Grass carp can be identified by their three dorsal fins, torpedo-shaped body, firm lips, olive or green back, and silvery yellow belly. But don’t wait too long before you come back and see them again; young grass carp can grow 20–45 cm in just a few months, while adults can reach lengths of two meters over their lifespan of about nine years .
In their native eastern Asian habitats, grass carp gravitate toward lakes and ponds that are connected to a fast-moving river, since they need flowing water in order to spawn (spawning is when females release eggs and males release sperm so that fertilization takes place in the water). The fertilized eggs drift downstream with the current and are believed to die if they sink to the bottom [3, 4], so a strong enough current is necessary for reproduction.
However, most people in the United States don’t think of these fish in their native Asian habitats; they know about them as pond and lake weed killers. In 1963, the first grass carp were brought to the United States to help control aquatic plants in aquaculture facilities in Alabama and Arkansas. An accidental release from one facility allowed fish to escape to the wild in 1984, however, these fighters had been caught in the Mississippi and Missouri Rivers before that throughout the 1970s, suggesting some fish had escaped even earlier .

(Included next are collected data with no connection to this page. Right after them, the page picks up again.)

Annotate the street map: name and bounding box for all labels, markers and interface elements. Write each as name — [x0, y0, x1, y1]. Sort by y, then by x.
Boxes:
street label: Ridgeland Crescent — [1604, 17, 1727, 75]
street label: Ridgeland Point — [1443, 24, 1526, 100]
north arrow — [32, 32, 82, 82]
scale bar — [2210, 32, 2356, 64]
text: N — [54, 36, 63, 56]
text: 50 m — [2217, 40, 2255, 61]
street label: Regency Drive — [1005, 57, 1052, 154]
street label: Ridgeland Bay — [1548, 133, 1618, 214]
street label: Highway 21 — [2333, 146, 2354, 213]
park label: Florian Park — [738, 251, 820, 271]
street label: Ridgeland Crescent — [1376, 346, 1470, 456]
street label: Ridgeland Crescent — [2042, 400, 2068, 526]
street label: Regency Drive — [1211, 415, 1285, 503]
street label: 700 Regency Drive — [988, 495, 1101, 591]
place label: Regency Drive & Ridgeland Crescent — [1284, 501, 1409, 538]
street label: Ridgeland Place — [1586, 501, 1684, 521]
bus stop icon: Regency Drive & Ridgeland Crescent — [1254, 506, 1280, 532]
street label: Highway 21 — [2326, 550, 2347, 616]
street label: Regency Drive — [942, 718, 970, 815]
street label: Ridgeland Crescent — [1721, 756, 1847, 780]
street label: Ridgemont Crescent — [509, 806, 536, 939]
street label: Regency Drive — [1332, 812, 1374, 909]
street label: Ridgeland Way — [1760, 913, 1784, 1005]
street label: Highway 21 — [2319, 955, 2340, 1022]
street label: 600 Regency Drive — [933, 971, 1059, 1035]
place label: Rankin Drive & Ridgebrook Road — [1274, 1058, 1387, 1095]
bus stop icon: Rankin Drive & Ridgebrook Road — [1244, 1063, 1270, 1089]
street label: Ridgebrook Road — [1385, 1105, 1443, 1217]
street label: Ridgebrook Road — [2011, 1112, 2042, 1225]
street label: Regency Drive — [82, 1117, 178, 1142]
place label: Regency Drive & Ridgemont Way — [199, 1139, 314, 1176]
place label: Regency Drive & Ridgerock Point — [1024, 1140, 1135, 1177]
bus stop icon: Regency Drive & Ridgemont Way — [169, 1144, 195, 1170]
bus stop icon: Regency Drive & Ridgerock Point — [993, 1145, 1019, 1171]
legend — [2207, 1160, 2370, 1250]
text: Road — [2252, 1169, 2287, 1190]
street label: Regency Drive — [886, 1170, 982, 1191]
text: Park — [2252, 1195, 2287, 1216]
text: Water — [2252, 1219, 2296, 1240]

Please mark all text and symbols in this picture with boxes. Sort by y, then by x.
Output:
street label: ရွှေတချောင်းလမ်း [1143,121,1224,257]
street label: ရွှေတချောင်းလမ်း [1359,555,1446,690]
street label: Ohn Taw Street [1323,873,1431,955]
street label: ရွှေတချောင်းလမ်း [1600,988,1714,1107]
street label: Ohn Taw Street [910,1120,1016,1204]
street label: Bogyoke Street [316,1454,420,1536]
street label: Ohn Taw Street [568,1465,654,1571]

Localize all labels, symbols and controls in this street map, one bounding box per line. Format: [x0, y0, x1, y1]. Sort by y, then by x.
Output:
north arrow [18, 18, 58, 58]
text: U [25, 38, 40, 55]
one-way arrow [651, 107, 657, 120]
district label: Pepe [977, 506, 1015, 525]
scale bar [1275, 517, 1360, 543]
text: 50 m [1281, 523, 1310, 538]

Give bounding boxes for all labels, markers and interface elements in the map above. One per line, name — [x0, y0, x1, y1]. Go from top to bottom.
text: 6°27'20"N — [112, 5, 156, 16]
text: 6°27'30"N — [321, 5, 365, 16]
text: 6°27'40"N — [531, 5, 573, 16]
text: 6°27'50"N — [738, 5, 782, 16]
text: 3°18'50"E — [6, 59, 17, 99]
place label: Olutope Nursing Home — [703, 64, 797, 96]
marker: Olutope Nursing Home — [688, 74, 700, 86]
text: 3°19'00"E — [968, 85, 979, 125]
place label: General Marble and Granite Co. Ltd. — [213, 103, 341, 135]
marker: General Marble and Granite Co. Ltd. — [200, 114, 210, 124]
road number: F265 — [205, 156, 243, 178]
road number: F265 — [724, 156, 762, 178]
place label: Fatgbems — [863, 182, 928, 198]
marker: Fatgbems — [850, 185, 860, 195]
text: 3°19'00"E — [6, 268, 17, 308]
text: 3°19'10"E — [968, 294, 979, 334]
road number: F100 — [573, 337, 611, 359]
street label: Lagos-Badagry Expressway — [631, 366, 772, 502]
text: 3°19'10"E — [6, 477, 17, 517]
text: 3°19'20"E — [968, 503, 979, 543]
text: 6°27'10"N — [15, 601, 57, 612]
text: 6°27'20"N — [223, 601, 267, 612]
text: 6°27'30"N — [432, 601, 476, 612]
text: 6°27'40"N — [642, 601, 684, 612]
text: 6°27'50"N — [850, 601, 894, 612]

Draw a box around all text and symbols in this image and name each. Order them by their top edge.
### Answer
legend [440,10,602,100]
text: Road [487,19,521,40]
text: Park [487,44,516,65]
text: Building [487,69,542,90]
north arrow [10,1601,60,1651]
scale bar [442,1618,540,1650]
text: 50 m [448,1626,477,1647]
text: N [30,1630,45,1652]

Today, the grass carp purchased to reduce pond and lake vegetation are a triploid fish, which means each individual has three sets of chromosomes (as opposed to the typical two sets). Because of their odd chromosome number, they cannot reproduce. Before the fish are sent to be stocked in area lakes, each fish undergoes mandatory blood tests by the U.S. Fish and Wildlife Service and the diploid fish are removed to prevent unwanted spread of the introduced fish .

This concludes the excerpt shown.